Directions for this task: What is the number of lines in the entries that contain the word "rows"? Reply with that number only.

Materials provided:
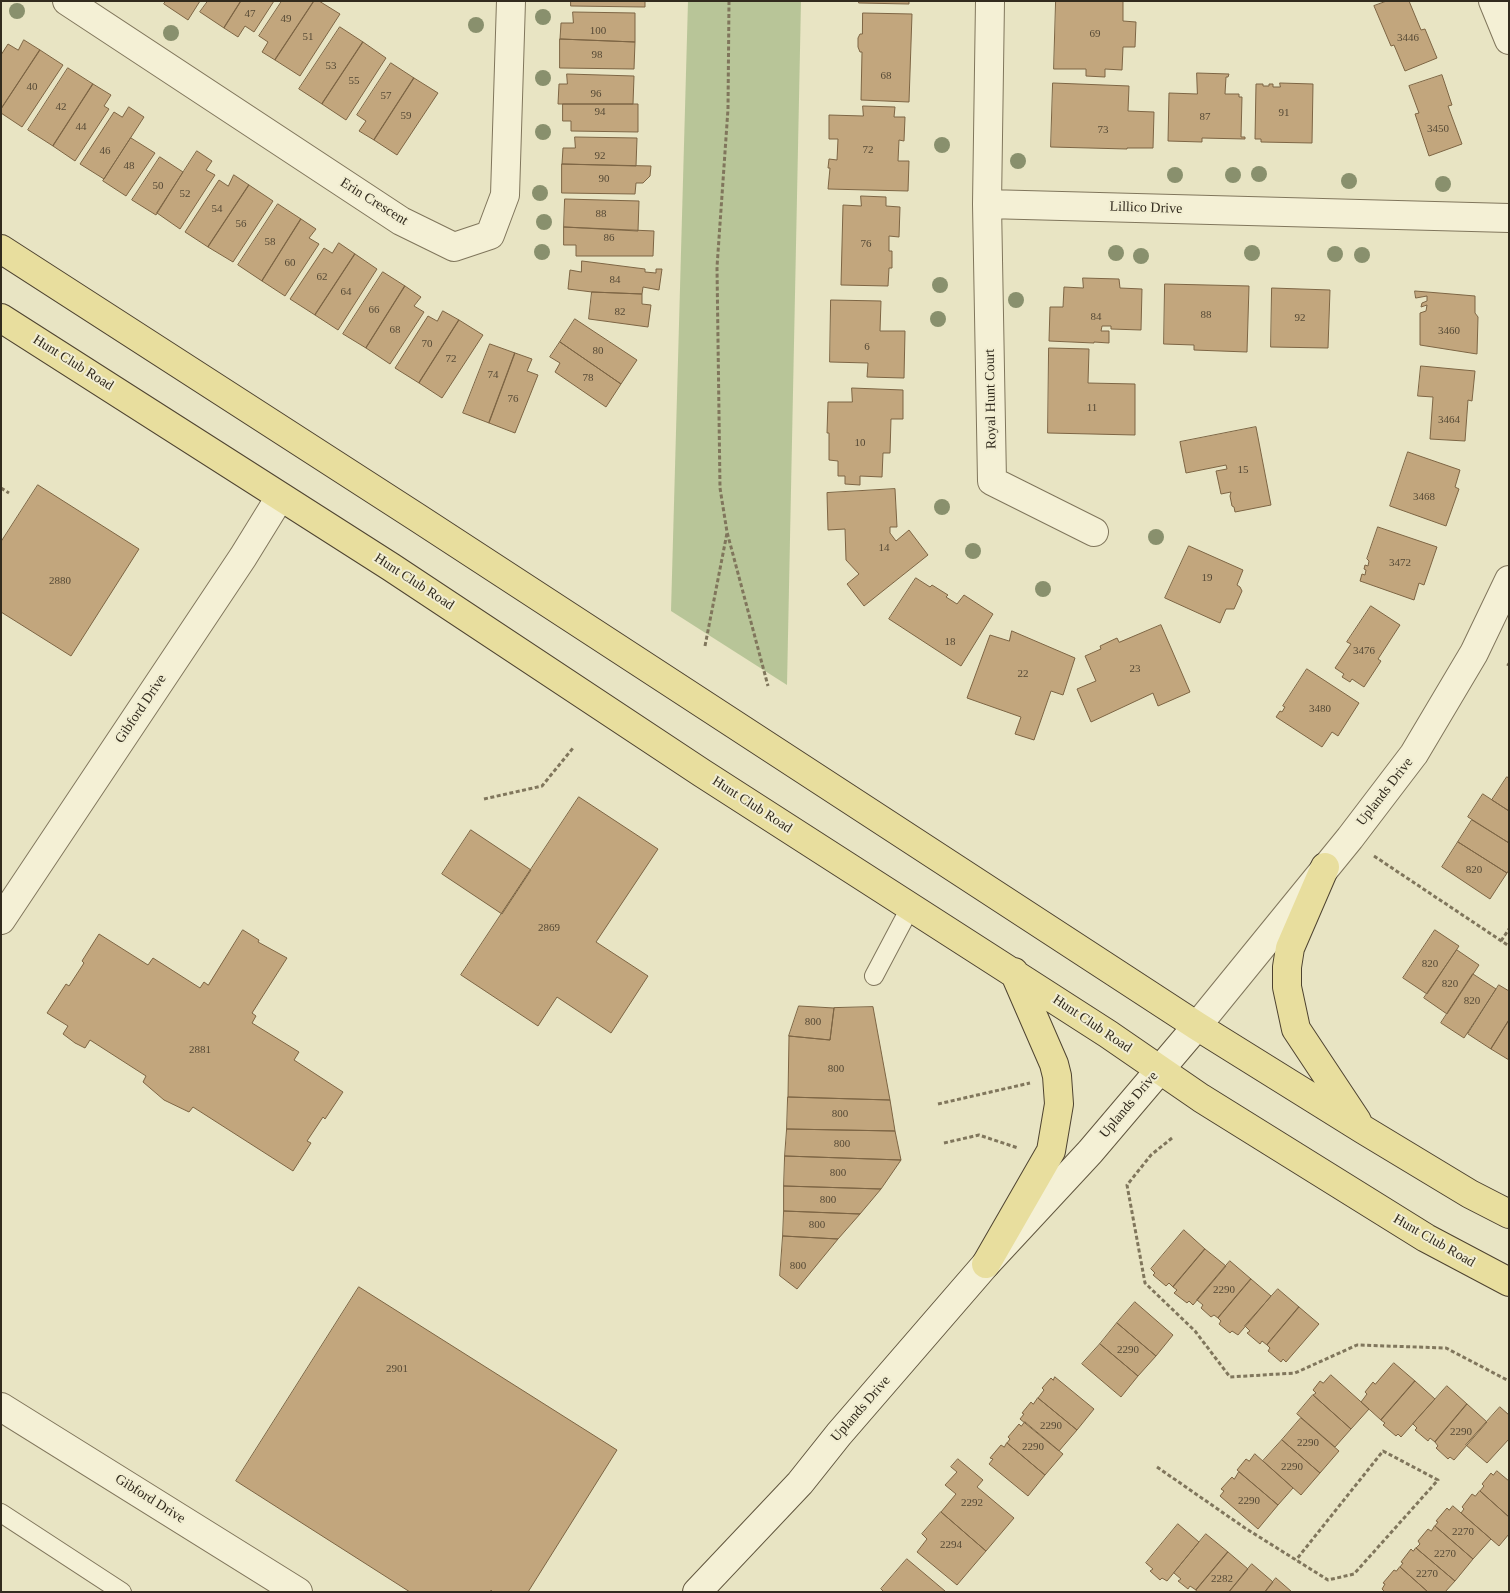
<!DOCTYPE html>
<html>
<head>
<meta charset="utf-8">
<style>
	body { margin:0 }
	#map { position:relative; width:1510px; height:1593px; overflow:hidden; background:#e8e4c3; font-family:"Times New Roman",serif }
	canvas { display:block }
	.frame { position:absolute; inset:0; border:2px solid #322b1e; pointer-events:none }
</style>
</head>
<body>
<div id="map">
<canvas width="1510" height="1593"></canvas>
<div class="frame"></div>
</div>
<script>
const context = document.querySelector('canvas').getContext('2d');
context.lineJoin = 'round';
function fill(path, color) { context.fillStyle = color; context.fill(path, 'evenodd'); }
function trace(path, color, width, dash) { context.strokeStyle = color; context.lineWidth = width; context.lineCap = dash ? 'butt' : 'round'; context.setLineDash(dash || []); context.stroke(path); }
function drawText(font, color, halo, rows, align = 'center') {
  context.font = font + ' "Times New Roman",serif'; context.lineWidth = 4; context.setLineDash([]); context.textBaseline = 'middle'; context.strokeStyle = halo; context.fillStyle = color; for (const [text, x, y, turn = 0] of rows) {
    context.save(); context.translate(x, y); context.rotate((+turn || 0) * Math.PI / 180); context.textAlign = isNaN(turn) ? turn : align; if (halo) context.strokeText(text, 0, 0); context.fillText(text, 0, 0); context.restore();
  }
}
fill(new Path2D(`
	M688,1h113l-14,684 -116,-74z`), '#b8c598');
const building = new Path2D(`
	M166,1h34l-12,19 -24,-16z
	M208,1h33l-17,27 -24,-16z
	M241,1h33l-20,31 -9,-6 -7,11 -14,-9z
	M282,1h32l-39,59 -13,-8 6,-10 -9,-6z
	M314,1h5l21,13 -40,62 -25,-16z
	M571,1h74v6l-74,-1z
	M859,1h50v3l-50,-1z
	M1056,1h67v20l13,1 -1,25h-12l-1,23 -17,-1v8l-19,-1v-7h-32z
	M1387,1h22l12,29 4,-1 12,29 -32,13 -11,-26 -3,1 -17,-40z
	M573,12l62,1v29l-75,-3 1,-16h12z
	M863,13l49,1 -3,88 -48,-2 1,-48h-2l-2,-5v-9l2,-4h2z
	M340,27l23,15 -41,62 -23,-15z
	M560,39l75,3 -1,27 -74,-1z
	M24,40l16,10 -39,59v-54l7,-11 10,6z
	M363,42l23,16 -40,62 -24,-16z
	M40,50l23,15 -41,62 -21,-14v-4z
	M391,63l23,15 -40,62 -15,-9 7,-10 -9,-6z
	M68,68l25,16 -40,62 -25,-16z
	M1197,73l32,1 -1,3h-2l-1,17h14v3h3l-1,40h4v2l-43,-1v4l-34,-1 1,-48 28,1z
	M567,74l67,2 -1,28h-75l1,-20h8z
	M1442,75l10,30 -4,1 14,38 -33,12 -14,-42 4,-1 -10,-27z
	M414,78l24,15 -41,62 -23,-15z
	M1053,83l76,3 -1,25 26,1 -1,36h-26v1l-76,-2z
	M1280,83l33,1 -1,59 -51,-1v-3h-6l1,-55h7v2h6v-2h4v3h7z
	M93,84l18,11 -7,11 5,3 -34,52 -22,-15z
	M563,104h75v28l-67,-1v-10h-8z
	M863,106l32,1 -1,10h11l-1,24 -5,-1 -1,21h11l-1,30 -80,-2 2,-21h-2l1,-9 8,1 1,-21h-9v-24l34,1z
	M129,107l15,10 -40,62 -24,-15 34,-52 8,5z
	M575,137l62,1 -1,28 -74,-2 1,-16h12z
	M131,138l24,15 -29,43 -23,-15z
	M197,151l15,10 -6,9 9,5 -35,54 -23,-16z
	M160,157l23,15 -27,43 -24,-15z
	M562,164l89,2 -1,10 -7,7h-7l-1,11 -73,-1z
	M234,175l15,10 -41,62 -23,-15 34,-52 9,6z
	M249,185l24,16 -40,61 -25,-15z
	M861,196l25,1v9l14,1 -1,30 -10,-1v15h3v17h-3l-1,18 -47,-1 2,-80 18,1z
	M565,199l74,2 -1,30 -74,-4z
	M278,204l23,15 -39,62 -24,-16z
	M301,219l15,10 -7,9 10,6 -34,52 -23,-15z
	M564,227l90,4 -1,25h-77v-11h-12z
	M339,243l16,11 -40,61 -25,-16 34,-51 8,5z
	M355,254l22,15 -39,61 -23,-15z
	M582,261l63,8v3l11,1v-4h6l-3,21 -16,-3 -1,7 -50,-2 -24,-3 2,-19 11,2z
	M383,272l22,14 -39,62 -23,-14z
	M1083,278l36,1 1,9 22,1 -1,41 -30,-1v-3h-9l-1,5h8v12l-15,-1v1l-45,-2 1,-34h13l1,-20 19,1z
	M1165,284l84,2 -2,66 -53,-2v-5l-30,-1z
	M405,286l16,11 -7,9 10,6 -34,52 -24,-16z
	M1272,288l58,2 -2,58 -57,-1z
	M1415,291l60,5v17l3,4 -1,37 -57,-9v-32l6,-2 1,-6 -6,2 1,-4 5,-2v-5l-11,2z
	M592,292l50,2v10l9,1 -3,22 -59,-8z
	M831,300l50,1 -1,30h25l-1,47 -37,-1 1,-14 -38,-1z
	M443,311l16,9 -40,63 -24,-15 33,-52 9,5z
	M575,319l62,41 -16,24 -61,-42z
	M459,320l24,15 -41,63 -23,-15z
	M560,342l61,42 -15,23 -51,-35 5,-9 -10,-6z
	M490,344l25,9 -26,70 -26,-10z
	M1049,348l40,1 -1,34 47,1v51l-87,-2z
	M515,353l17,6 -5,12 11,4 -23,58 -26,-10z
	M1421,366l54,5 -3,30 -4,-1 -3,41 -35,-2 3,-42 -15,-1z
	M852,388l51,2v29h-12l-1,34h-7l-1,24 -22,-1v9l-15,-1v-8h-7v-15l-9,-1v-27h-2l1,-31h24z
	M1256,427l15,78 -36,7 -1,-5 -2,-1 -2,-10 1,-4 -10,2 -5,-23 11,-2 -1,-4 -40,8 -6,-31z
	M1408,452l52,18 -5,17 4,2 -13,37 -56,-20z
	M38,485l101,64 -68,107 -70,-44v-70z
	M895,489l2,38h-7v6l6,8 13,-11 19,25 -64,51 -17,-22 12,-10 -13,-14 -1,-31 -17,1 -1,-37z
	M1378,527l59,20 -13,38 -5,-2 -5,17 -54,-19 2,-7 3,1 1,-5 -2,-1 1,-4 3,1 1,-5 -2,-2z
	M1189,546l54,24 -6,15 3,2 2,4 -8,18h-8l-6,14 -55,-25z
	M916,578l14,9 2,-2 16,10 -2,2 11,7 7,-9 29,19 -32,52 -72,-47z
	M1371,606l29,19 -22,34 3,2 -17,26 -12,-8 -2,3 -8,-5 2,-3 -9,-6 16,-24 -4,-2z
	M1161,625l29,67 -32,14 -5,-13 -62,29 -14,-33 19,-8 -11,-25 16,-7 -1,-3 17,-8 2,4z
	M1012,631l63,27 -12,37 -12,-4 -17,49 -19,-6 6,-17 -54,-19 23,-63 19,6z
	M1307,669l52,34 -21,33 -6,-4 -10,15 -46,-30 4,-6 2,1 3,-5 -2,-1z
	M1507,777l2,1v33l-17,-11z
	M1483,794l26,17v32l-41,-26z
	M579,797l79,52 -62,93 52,34 -37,57 -54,-36 -19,29 -77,-51z
	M1472,820l37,23v27l-2,3 -49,-31z
	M471,830l60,40 -29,44 -60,-40z
	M1458,842l49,31 -17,26 -48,-32z
	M243,930l16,10 -1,2 29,16 -35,55 4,3 -4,7 47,29 -5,8 49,32 -18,27 -2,-2 -16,24 4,2 -18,28 -100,-64 -4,5 -25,-12 -21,-18 3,-6 -56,-36 -5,8 -10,-5 -12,-9 5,-8 -21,-13 19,-29 3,2 15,-23 -2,-2 17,-27 49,31 5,-7 47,30 4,-6 4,3z
	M1435,930l24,16 -32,48 -24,-16z
	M1457,950l22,15 -32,49 -23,-16z
	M1473,974l23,15 -32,49 -23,-15z
	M1499,985l10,6v29l-18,29 -23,-15z
	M799,1006l35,2 -4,32 -41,-4z
	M873,1007l17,93 -102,-3 1,-61 41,4 4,-32z
	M1509,1020v40l-18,-11z
	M788,1097l102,3 5,31 -108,-2z
	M787,1129l108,2 6,29 -116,-4z
	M785,1156l116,4 -20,29 -97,-3z
	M784,1186l97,3 -21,25 -76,-3z
	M784,1211l76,3 -22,25 -55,-3z
	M1184,1230l21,19 -32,38 -4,-4 -3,3 -13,-11 2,-2 -4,-4z
	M783,1236l55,3 -41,50 -17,-13z
	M1205,1249l21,17 -33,39 -4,-4 -2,2 -13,-10 3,-3 -4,-3z
	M1230,1261l21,18 -33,39 -4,-3 -3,2 -10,-9 2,-3 -6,-5z
	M1251,1279l20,17 -33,39 -6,-4 -2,2 -11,-9 2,-3 -3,-3z
	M359,1287l258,163 -89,142h-35l-2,-2 -1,2h-80l-174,-111z
	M1278,1289l21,18 -32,38 -5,-4 -2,3 -13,-11 3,-2 -5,-5z
	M1135,1302l38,33 -17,21 -39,-33z
	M1299,1307l20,17 -33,38 -3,-3 -2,3 -13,-11 2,-3 -3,-3z
	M1117,1323l39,33 -18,20 -38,-32z
	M1100,1344l38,32 -17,21 -39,-33z
	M1394,1363l21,18 -34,39 -20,-18 6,-8 -2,-2 8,-10 2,2z
	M1331,1375l38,34 -18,20 -38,-34 3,-2 -3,-3 7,-9 3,2z
	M1055,1377l39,32 -17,21 -39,-32 6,-8 -2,-2 9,-10 2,2z
	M1415,1381l20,18 -34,38 -3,-3 -2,2 -13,-11 2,-2 -4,-3z
	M1447,1386l20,18 -32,38 -5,-4 -2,3 -13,-11 2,-2 -4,-4z
	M1313,1395l38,34 -16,18 -38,-33z
	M1038,1398l39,32 -18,21 -39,-32 4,-5 -2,-1 9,-11 2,2z
	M1467,1404l20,18 -33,38 -4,-3 -2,2 -12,-11 2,-2 -3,-4z
	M1500,1407l9,8v24l-22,24 -21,-18z
	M1301,1418l38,33 -19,22 -38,-33z
	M1025,1422l38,32 -18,21 -38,-32 3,-4 -2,-2 11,-13 2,2z
	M1282,1440l38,33 -19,22 -38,-34z
	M1007,1443l38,32 -17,21 -39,-32 4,-5 -3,-1 11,-13 3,2z
	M1255,1454l38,34 -15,17 -41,-35 9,-11 3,2z
	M958,1459l25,21 -6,7 37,31 -28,33 -45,-39 15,-18 -11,-9 12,-13 -6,-5z
	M1497,1471l12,10v36l-29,-26 4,-5 -2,-2 9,-11 2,2z
	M1239,1472l39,33 -20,24 -38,-33 4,-5 -3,-2 11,-12 2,2z
	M1480,1491l29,26v17l-10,12 -38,-33 3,-4 -2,-2 10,-13 3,2z
	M1453,1506l38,33 -18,20 -38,-33 3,-4 -2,-1 11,-13 2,2z
	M941,1512l45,39 -29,34 -40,-33 10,-13 -5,-5z
	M1178,1524l21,18 -32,39 -5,-3 -2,2 -10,-9 3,-2 -7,-6z
	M1435,1526l38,33 -18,22 -39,-33 4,-4 -2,-3 10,-12 3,2z
	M1206,1534l22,18 -32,38 -6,-4 -2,3 -10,-8 3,-2 -7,-6z
	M1416,1548l39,33 -10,11h-17l-28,-25 3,-4 -2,-1 10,-13 2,2z
	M1228,1552l20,17 -19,23h-32l-1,-2z
	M907,1559l38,32v1h-61l-3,-3z
	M1252,1564l21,18 -8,10h-36z
	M1400,1567l28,25h-43l-3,-3 3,-5 -2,-1 11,-13 2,1z
	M1276,1578l16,14h-27z`);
fill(building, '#c2a67d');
trace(building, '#7d6544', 1);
const service = new Path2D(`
	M874,976l37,-70
	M1,1513l121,79`);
const minor = new Path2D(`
	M67,1l334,220 53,26 36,-12 15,-40 6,-194
	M990,1l-3,203 5,277 102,51
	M987,204l522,14
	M1,920l242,-363 37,-60
	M1,1407l297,185`);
const tertiary = new Path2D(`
	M1493,1l16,39
	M1197,1026l153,-188 64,-84 60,-101 35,-73`);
const secondary = new Path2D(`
	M697,1592l103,-109 39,-49 147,-170 104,-112 107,-126`);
const primary = new Path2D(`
	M1,249l417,269 779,508 167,104 106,64 39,20
	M1,318l390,249 311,206 406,261 93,64 225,140 83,44
	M1325,867l-35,81 -3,19v20l9,42 61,92
	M986,1264l65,-113 8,-47 -2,-28 -3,-12 -40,-92`);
trace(service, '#80765c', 20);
trace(minor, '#80765c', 30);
trace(tertiary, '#80765c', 30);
trace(secondary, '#62573f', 30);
trace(primary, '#4e4330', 30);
trace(new Path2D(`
	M729,1l-1,108 -11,158 3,221 7,44 41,154
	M1,488l8,5
	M705,646l22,-113
	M1507,664l2,1
	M484,799l58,-13 31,-38
	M1374,856l135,90
	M1501,941l8,-12
	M938,1104l92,-21
	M1172,1138l-21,17 -24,30 18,98 50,48 35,46 65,-4 62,-28 89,3 63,33
	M944,1143l35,-8 39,13
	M1157,1467l88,61 83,52 26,-6 84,-94 -55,-29 -87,109`), '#80765c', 3, [4, 2.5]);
trace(service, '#f4f0d5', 18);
trace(minor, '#f4f0d5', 28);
trace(tertiary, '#f4f0d5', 28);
trace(secondary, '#f4f0d5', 28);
trace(primary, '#e8de9e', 28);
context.fillStyle = '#89906d';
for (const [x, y] of [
	[17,11],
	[543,17],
	[476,25],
	[171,33],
	[543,78],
	[543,132],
	[942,145],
	[1018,161],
	[1259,174],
	[1175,175],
	[1233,175],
	[1349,181],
	[1443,184],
	[540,193],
	[544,222],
	[542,252],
	[1116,253],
	[1252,253],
	[1335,254],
	[1362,255],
	[1141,256],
	[940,285],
	[1016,300],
	[938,319],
	[942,507],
	[1156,537],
	[973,551],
	[1043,589]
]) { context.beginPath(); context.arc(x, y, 8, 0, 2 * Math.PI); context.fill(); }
drawText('11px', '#564a36', null, [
	["47",250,14],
	["49",286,19],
	["100",598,31],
	["69",1095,34],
	["51",308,37],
	["3446",1408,38],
	["98",597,55],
	["53",331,66],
	["68",886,76],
	["55",354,81],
	["40",32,87],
	["96",596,94],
	["57",386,96],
	["42",61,107],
	["94",600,112],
	["91",1284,113],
	["59",406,116],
	["87",1205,117],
	["44",81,127],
	["3450",1438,129],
	["73",1103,130],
	["72",868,150],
	["46",105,151],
	["92",600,156],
	["48",129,166],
	["90",604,179],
	["50",158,186],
	["52",185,194],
	["54",217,209],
	["88",601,214],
	["56",241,224],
	["86",609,238],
	["58",270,242],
	["76",866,244],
	["60",290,263],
	["62",322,277],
	["84",615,280],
	["64",346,292],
	["66",374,310],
	["82",620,312],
	["88",1206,315],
	["84",1096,317],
	["92",1300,318],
	["68",395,330],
	["3460",1449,331],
	["70",427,344],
	["6",867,347],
	["80",598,351],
	["72",451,359],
	["74",493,375],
	["78",588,378],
	["76",513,399],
	["11",1092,408],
	["3464",1449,420],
	["10",860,443],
	["15",1243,470],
	["3468",1424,497],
	["14",884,548],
	["3472",1400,563],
	["19",1207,578],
	["2880",60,581],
	["18",950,642],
	["3476",1364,651],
	["23",1135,669],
	["22",1023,674],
	["3480",1320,709],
	["820",1474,870],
	["2869",549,928],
	["820",1430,964],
	["820",1450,984],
	["820",1472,1001],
	["800",813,1022],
	["2881",200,1050],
	["800",836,1069],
	["800",840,1114],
	["800",842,1144],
	["800",838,1173],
	["800",828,1200],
	["800",817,1225],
	["800",798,1266],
	["2290",1224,1290],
	["2290",1128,1350],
	["2901",397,1369],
	["2290",1051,1426],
	["2290",1461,1432],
	["2290",1308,1443],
	["2290",1033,1447],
	["2290",1292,1467],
	["2290",1249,1501],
	["2292",972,1503],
	["2270",1463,1532],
	["2294",951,1545],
	["2270",1445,1554],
	["2270",1427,1574],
	["2282",1222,1579]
]);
drawText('14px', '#322b1e', '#f1edd1', [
	["Erin Crescent",374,202,32],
	["Lillico Drive",1146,208,2],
	["Hunt Club Road",73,363,32],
	["Royal Hunt Court",991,399,-91],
	["Hunt Club Road",414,582,33],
	["Gibford Drive",141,709,-56],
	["Uplands Drive",1385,792,-52],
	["Hunt Club Road",752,805,33],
	["Hunt Club Road",1092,1024,34],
	["Uplands Drive",1129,1105,-50],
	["Hunt Club Road",1434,1241,30],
	["Uplands Drive",861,1409,-49],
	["Gibford Drive",150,1499,32]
]);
</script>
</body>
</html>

Solution for this problem: 2